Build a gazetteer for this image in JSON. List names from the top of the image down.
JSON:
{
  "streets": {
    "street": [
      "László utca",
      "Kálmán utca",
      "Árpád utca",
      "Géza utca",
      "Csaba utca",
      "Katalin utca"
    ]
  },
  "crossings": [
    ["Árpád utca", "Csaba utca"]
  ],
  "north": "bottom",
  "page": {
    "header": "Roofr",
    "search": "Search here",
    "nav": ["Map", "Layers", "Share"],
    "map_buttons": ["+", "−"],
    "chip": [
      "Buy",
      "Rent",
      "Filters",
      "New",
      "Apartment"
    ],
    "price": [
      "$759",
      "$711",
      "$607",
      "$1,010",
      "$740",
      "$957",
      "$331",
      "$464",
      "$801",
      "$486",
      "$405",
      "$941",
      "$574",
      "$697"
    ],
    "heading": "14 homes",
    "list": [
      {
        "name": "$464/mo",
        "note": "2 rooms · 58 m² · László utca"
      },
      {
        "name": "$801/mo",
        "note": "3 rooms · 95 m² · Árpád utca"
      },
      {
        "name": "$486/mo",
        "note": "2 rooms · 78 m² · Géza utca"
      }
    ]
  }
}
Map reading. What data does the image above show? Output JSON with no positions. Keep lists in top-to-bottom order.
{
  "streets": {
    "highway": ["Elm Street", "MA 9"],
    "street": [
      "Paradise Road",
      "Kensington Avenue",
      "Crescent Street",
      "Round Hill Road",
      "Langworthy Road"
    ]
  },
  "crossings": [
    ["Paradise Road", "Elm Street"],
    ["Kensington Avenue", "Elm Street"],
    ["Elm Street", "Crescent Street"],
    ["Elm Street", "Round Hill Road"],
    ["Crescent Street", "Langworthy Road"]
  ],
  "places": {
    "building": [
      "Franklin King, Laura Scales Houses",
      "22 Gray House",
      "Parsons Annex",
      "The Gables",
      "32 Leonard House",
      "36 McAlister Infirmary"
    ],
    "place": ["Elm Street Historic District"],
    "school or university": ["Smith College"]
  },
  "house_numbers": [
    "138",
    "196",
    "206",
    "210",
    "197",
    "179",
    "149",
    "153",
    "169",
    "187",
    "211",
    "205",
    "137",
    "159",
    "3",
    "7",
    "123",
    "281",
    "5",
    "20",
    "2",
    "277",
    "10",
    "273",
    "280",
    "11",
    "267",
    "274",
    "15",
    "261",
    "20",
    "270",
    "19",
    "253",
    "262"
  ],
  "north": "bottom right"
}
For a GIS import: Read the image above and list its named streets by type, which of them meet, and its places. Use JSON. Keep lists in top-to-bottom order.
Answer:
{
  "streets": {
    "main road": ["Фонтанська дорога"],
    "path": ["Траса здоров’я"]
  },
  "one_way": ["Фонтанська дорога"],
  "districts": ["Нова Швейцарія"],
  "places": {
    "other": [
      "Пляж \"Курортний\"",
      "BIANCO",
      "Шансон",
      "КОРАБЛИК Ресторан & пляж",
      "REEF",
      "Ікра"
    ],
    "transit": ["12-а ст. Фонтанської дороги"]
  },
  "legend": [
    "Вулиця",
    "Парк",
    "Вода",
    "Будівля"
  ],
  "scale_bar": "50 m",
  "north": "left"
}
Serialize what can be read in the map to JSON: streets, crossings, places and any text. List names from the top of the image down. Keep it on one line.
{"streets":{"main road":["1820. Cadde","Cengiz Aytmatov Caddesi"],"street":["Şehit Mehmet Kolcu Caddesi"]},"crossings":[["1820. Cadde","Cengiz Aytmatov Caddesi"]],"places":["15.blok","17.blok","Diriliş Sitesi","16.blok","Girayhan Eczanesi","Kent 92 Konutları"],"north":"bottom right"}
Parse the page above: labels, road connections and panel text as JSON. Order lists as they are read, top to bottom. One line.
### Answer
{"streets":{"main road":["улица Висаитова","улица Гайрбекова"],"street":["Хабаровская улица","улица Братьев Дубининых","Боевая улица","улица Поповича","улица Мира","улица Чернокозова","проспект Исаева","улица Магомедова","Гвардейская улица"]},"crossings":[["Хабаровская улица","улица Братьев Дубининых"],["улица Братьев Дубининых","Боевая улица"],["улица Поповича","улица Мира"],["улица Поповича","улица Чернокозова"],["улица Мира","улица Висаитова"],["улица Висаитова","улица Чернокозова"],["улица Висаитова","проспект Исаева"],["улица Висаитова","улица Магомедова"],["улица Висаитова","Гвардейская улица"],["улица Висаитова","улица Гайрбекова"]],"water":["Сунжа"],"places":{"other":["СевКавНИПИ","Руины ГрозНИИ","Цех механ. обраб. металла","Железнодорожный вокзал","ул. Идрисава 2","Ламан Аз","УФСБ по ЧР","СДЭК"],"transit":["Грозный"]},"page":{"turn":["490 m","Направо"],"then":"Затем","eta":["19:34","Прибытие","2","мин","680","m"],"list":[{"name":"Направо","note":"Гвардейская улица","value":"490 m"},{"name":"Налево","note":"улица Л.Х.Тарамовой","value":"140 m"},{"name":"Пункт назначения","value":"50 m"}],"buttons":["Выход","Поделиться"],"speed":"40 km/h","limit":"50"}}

= = =

▸ **PROMPT**: Search the listing above for the string "image". Copy every line that contains it.

▸ **EXERCISE RESULT**:
Build a gazetteer for this image in JSON. List names from the top of the image down.
Map reading. What data does the image above show? Output JSON with no positions. Keep lists in top-to-bottom order.
For a GIS import: Read the image above and list its named streets by type, which of them meet, and its places. Use JSON. Keep lists in top-to-bottom order.
Serialize what can be read in the map to JSON: streets, crossings, places and any text. List names from the top of the image down. Keep it on one line.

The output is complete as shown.